Die Nebeneffekte der neuen Wachstumseuphorie sind andererseits nicht zu übersehen: Das Baugeschäft liegt weiter in den Händen der privaten Gesellschaften. Der Neubau hat alle anderen Entwicklungsinitiativen an den Rand gedrängt. Beim Dachausbau wird weiter kein Widerspruch zugelassen, und die Kostenmieten nähern sich neuen Rekordhöhen. An den kritisierten Finanzierungsmodellen hat sich wenig geändert. Die Langfristbelastungen des öffentlichen Haushalts werden bösartig sein, und den Rest besorgen die Spekulanten, den vor allem in den Altbaugebieten wieder einmal Tür und Tor geöffnet ist. Die Schatten der verfehlten Baupolitik der siebziger Jahre sind für viele bereits wieder sichtbar - aber die sollen hier nicht beschworen werden!
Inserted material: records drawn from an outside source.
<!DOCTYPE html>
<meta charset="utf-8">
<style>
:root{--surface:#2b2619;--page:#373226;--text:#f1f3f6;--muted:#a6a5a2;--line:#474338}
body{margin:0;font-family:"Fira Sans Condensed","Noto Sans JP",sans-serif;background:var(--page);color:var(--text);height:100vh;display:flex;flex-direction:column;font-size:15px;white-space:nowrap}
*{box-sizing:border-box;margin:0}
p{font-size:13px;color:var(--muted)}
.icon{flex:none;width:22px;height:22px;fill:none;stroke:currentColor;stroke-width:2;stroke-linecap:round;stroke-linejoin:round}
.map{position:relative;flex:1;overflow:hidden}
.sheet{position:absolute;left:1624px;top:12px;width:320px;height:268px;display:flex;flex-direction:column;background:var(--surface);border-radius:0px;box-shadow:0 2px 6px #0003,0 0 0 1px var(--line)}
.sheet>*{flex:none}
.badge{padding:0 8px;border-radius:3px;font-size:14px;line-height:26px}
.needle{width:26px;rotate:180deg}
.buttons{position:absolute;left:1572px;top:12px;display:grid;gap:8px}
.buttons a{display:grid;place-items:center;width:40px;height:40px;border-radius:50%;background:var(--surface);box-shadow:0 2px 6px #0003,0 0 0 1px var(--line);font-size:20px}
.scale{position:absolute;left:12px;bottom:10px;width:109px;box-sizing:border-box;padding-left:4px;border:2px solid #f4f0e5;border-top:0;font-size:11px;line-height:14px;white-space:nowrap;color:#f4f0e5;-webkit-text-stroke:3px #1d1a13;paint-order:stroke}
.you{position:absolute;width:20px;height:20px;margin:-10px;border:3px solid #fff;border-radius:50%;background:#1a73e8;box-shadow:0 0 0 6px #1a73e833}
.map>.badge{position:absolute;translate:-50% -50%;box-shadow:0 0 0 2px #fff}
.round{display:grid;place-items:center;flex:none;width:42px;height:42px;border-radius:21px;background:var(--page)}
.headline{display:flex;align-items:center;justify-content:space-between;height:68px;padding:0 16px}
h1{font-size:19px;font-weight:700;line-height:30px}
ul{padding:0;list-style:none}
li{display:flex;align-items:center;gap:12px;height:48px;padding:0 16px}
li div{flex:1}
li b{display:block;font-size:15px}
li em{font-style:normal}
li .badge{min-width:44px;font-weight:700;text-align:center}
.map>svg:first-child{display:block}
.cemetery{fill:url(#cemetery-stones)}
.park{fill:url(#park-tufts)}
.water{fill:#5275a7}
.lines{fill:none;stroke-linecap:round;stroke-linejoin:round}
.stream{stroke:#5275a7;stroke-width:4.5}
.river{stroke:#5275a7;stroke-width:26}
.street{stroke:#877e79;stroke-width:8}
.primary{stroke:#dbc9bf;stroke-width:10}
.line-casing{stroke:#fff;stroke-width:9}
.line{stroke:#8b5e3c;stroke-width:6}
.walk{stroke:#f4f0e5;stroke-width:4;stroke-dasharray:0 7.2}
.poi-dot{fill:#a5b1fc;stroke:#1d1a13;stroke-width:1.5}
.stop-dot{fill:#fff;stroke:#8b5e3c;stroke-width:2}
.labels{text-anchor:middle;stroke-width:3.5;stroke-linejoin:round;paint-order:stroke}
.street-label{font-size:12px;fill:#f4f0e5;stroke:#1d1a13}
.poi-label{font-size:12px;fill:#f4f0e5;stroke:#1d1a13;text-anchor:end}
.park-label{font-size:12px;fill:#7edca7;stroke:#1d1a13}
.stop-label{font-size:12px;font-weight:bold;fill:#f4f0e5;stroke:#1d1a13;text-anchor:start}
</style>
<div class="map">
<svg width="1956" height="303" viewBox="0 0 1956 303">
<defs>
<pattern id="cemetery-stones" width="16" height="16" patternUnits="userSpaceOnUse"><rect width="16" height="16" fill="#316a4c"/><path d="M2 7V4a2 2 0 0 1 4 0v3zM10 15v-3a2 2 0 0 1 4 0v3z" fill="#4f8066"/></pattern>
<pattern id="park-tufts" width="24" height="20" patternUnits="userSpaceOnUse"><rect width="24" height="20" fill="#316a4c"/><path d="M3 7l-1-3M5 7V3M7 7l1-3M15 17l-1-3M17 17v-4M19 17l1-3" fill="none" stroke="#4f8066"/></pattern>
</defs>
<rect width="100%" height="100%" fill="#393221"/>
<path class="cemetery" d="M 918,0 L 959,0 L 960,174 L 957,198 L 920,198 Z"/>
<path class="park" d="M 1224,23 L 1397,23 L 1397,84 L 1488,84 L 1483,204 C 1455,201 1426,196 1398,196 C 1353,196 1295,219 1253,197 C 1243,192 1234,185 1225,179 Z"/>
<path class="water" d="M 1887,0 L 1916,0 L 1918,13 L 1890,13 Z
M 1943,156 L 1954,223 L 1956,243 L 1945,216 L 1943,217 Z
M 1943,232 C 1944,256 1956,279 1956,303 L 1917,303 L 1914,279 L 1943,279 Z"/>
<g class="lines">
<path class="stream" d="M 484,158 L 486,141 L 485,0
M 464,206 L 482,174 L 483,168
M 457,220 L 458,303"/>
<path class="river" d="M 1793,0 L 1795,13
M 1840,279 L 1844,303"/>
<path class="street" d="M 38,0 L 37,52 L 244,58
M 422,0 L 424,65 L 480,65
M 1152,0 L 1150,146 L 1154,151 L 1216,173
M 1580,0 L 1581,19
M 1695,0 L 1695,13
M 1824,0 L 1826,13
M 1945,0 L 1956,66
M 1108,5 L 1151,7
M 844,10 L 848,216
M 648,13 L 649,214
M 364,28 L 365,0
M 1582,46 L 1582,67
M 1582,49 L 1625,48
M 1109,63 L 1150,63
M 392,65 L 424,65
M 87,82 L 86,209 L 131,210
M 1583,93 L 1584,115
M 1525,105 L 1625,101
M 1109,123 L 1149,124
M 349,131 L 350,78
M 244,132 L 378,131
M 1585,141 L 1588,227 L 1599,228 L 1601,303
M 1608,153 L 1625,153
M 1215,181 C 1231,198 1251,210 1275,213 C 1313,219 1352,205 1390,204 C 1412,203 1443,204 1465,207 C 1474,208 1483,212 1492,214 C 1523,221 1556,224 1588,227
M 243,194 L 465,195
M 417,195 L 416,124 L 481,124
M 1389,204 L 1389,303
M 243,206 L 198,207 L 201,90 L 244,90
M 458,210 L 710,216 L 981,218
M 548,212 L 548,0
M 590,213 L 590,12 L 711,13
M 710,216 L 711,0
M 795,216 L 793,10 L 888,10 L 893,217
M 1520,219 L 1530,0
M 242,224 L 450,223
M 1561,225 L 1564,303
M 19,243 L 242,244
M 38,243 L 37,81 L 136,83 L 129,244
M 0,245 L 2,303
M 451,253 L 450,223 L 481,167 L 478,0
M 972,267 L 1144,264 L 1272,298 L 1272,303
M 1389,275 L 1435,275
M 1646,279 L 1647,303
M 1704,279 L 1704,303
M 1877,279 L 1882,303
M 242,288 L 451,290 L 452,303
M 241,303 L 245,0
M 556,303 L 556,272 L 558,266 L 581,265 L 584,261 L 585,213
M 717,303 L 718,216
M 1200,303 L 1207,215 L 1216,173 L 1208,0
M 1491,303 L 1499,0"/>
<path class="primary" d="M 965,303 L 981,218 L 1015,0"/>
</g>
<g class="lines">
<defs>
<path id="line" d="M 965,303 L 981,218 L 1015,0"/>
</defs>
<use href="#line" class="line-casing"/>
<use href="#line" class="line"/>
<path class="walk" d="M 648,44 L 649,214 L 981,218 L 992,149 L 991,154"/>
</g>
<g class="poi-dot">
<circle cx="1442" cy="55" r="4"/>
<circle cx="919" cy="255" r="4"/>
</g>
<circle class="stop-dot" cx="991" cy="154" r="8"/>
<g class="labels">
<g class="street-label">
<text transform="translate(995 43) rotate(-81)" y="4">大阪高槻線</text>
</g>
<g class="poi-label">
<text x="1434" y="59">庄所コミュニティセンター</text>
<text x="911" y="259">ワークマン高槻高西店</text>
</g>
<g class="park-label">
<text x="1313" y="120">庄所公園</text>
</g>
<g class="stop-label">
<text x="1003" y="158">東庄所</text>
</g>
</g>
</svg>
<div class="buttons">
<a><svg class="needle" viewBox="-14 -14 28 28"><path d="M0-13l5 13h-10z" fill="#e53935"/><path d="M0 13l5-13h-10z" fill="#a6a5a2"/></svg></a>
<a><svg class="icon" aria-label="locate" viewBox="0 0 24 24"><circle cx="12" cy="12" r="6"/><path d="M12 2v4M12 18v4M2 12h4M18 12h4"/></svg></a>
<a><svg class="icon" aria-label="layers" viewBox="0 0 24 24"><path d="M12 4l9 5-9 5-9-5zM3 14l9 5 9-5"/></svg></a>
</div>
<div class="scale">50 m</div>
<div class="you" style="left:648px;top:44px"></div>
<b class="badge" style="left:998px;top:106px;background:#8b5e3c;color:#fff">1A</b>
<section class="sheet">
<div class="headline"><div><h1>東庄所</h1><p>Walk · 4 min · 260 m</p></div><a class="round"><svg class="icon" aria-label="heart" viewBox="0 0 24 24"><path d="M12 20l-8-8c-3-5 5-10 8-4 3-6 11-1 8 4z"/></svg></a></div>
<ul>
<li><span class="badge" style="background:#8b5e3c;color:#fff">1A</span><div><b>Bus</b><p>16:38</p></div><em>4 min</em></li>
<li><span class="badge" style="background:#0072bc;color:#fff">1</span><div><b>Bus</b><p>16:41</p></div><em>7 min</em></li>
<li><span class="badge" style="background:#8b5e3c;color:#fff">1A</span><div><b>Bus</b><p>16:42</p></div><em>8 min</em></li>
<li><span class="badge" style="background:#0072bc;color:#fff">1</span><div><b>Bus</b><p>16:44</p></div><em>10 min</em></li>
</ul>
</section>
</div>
Schließlich greift alles nach der Zukunft - Nagel auch. Sein fester Wille, ohne Sachprogramm, nur gestützt auf loyale Hilfstruppen, in Ost- und West-Berlin gleichzeitig zu regieren, überschattet gegenwärtig alle baupolitischen Detailfragen, weil baupolitische Fragen immer Machtfragen sind. Man hat den Eindruck, daß hier Stellungen bezogen werden, aus denen heraus ohne kontrollierende Debatte Fakten geschaffen werden können, die sich ihrer normativen Kraft von vorneherein sicher sind. Ist das etwas anderes als unverhüllte Autokratie der Exekutive bei freiwilliger Selbstentmachtung des Parlaments? Da Populisten immer glauben, nicht mehr als ein selbstloses Werkzeug des Volkswillens zu sein, wird Nagel solche Anmutungen natürlich mit erhobenem Haupt zurückweisen. Aber wie will er uns den Unterschied zwischen der kritisierten „Wiedervereinigung als Privatsache Kohls“ und den eigenen Unternehmungen klarmachen? Und das alles ohne die Andeutung eines Programms! Wird es denn ab 1991 einen Wohnungsbau in der DDR geben, der von hier aus öffentlich gefördert wird? Wie entwickeln sich tatsächlich die Folgekosten für den Westhaushalt, wenn dieser mittelfristig zurückgefahren werden muß bei gleichzeitiger Explosion der Kostenmieten? Wie lange wird es überhaupt einen eigenständigen Westhaushalt geben, und was passiert in den Erneuerungsgebieten, wenn sich der Senat so abrupt verabschiedet? Wenn unser Mann tatsächlich soviel zusätzliche Verantwortung übernehmen will, sollte er uns dazu vorher Rede und Antwort stehen.